* [DIRECTIONS] Pull out every line below that contains the word "this".

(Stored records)
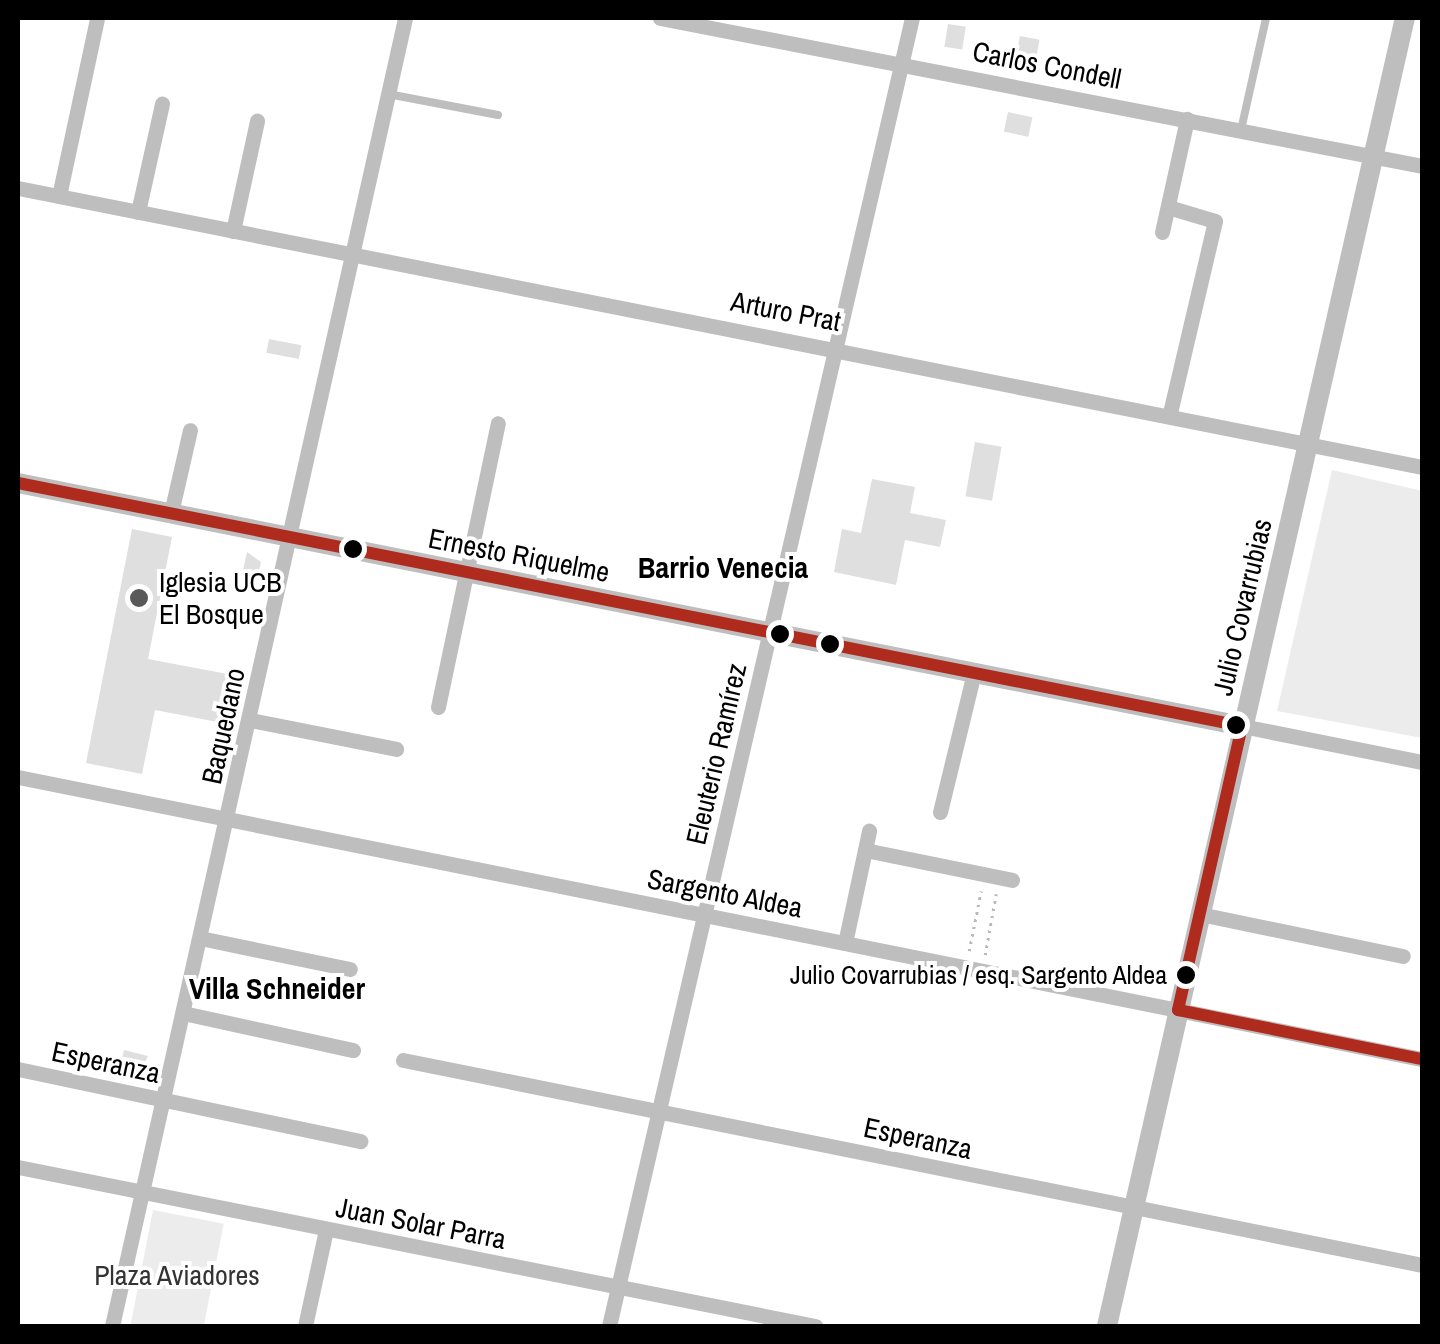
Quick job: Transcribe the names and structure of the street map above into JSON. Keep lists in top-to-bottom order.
{
  "streets": {
    "street": [
      "Carlos Condell",
      "Arturo Prat",
      "Ernesto Riquelme",
      "Julio Covarrubias",
      "Baquedano",
      "Eleuterio Ramírez",
      "Sargento Aldea",
      "Esperanza",
      "Juan Solar Parra"
    ]
  },
  "crossings": [
    ["Carlos Condell", "Julio Covarrubias"],
    ["Carlos Condell", "Eleuterio Ramírez"],
    ["Arturo Prat", "Julio Covarrubias"],
    ["Arturo Prat", "Baquedano"],
    ["Arturo Prat", "Eleuterio Ramírez"],
    ["Ernesto Riquelme", "Julio Covarrubias"],
    ["Ernesto Riquelme", "Baquedano"],
    ["Ernesto Riquelme", "Eleuterio Ramírez"],
    ["Julio Covarrubias", "Sargento Aldea"],
    ["Julio Covarrubias", "Esperanza"],
    ["Baquedano", "Sargento Aldea"],
    ["Baquedano", "Esperanza"],
    ["Baquedano", "Juan Solar Parra"],
    ["Eleuterio Ramírez", "Sargento Aldea"],
    ["Eleuterio Ramírez", "Esperanza"],
    ["Eleuterio Ramírez", "Juan Solar Parra"]
  ],
  "districts": ["Barrio Venecia", "Villa Schneider"],
  "parks": ["Plaza Aviadores"],
  "places": ["Iglesia UCB El Bosque", "Julio Covarrubias / esq. Sargento Aldea"]
}
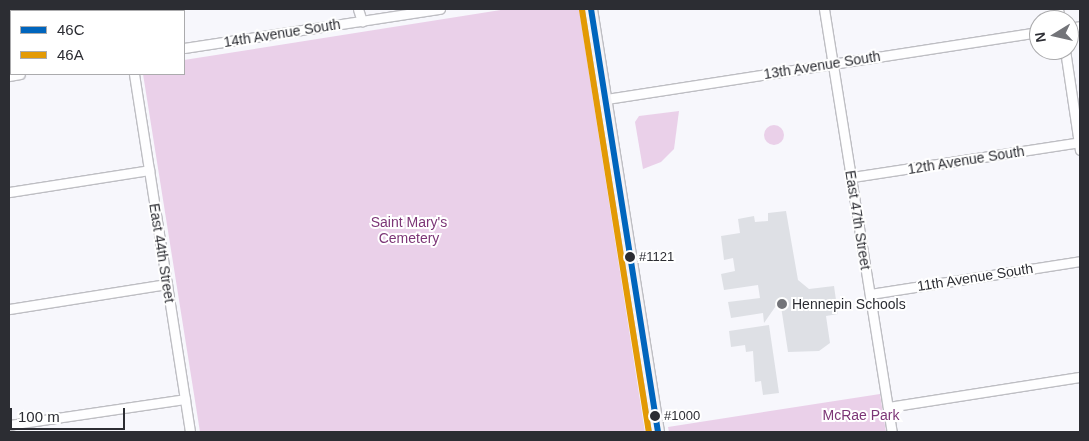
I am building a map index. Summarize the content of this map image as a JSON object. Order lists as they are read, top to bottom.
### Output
{
  "streets": {
    "street": [
      "14th Avenue South",
      "13th Avenue South",
      "12th Avenue South",
      "East 47th Street",
      "East 44th Street",
      "11th Avenue South"
    ]
  },
  "crossings": [
    ["13th Avenue South", "East 47th Street"],
    ["12th Avenue South", "East 47th Street"],
    ["East 47th Street", "11th Avenue South"]
  ],
  "parks": ["Saint Mary's Cemetery", "McRae Park"],
  "places": ["#1121", "Hennepin Schools", "#1000"],
  "lines": ["transit line 46C", "transit line 46A"],
  "legend": ["46C", "46A"],
  "scale_bar": "100 m",
  "north": "left"
}
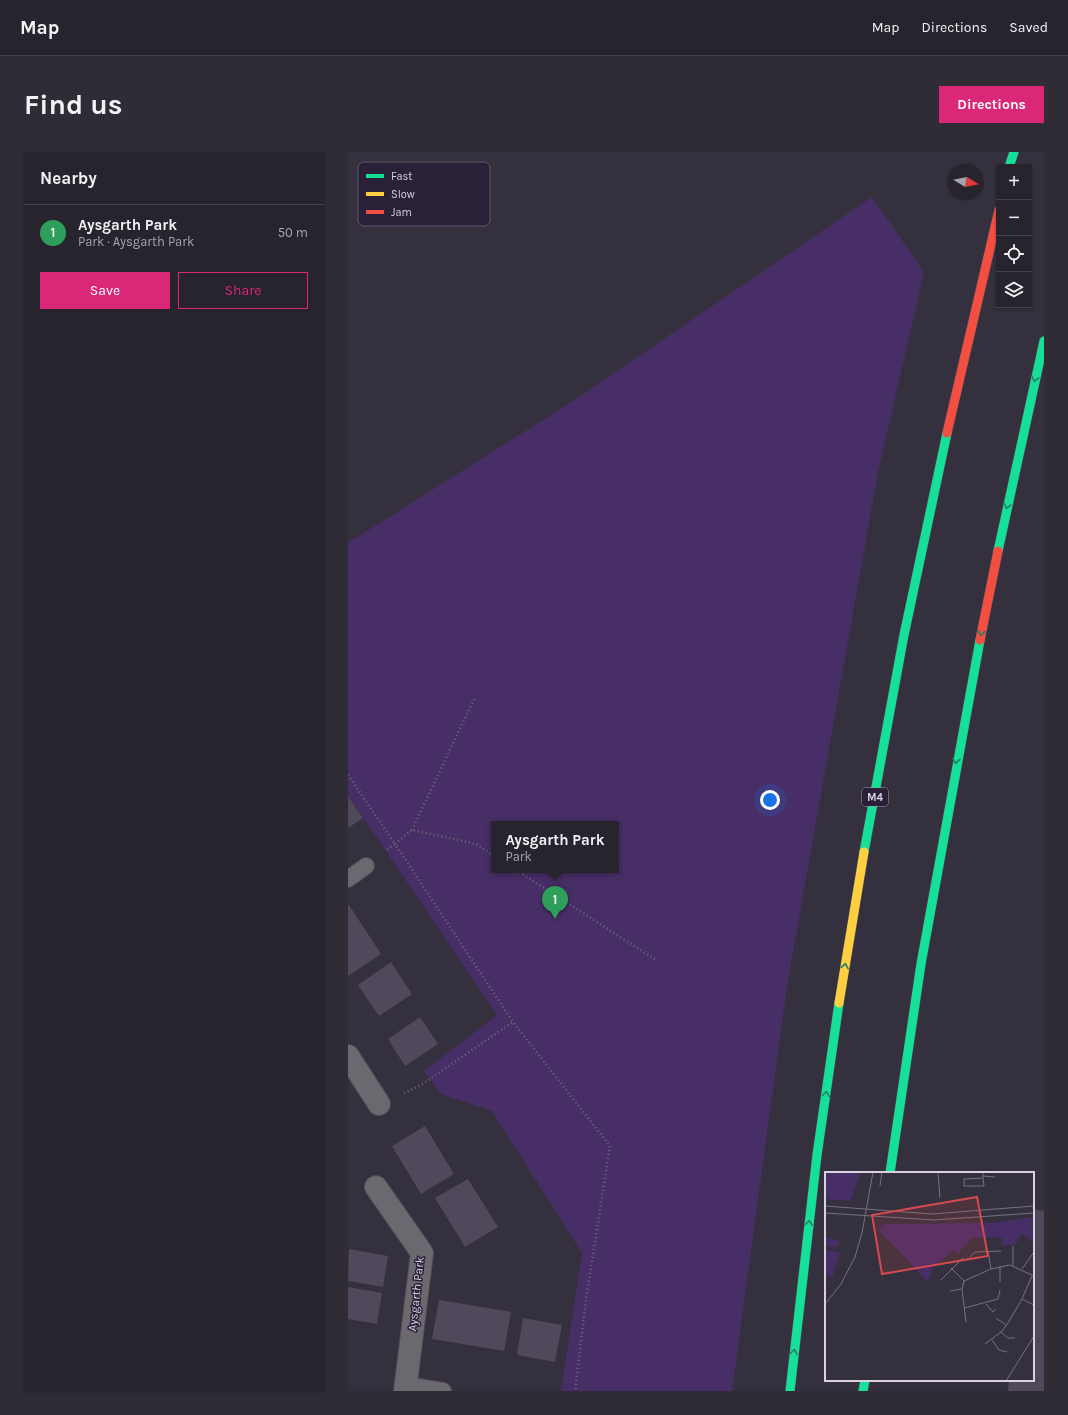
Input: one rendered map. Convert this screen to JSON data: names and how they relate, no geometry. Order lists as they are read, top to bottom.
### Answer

* [WRITTEN ANSWER]
I am building a map index. Summarize the content of this map image as a JSON object. Order lists as they are read, top to bottom.
Input: one rendered map. Convert this screen to JSON data: names and how they relate, no geometry. Order lists as they are read, top to bottom.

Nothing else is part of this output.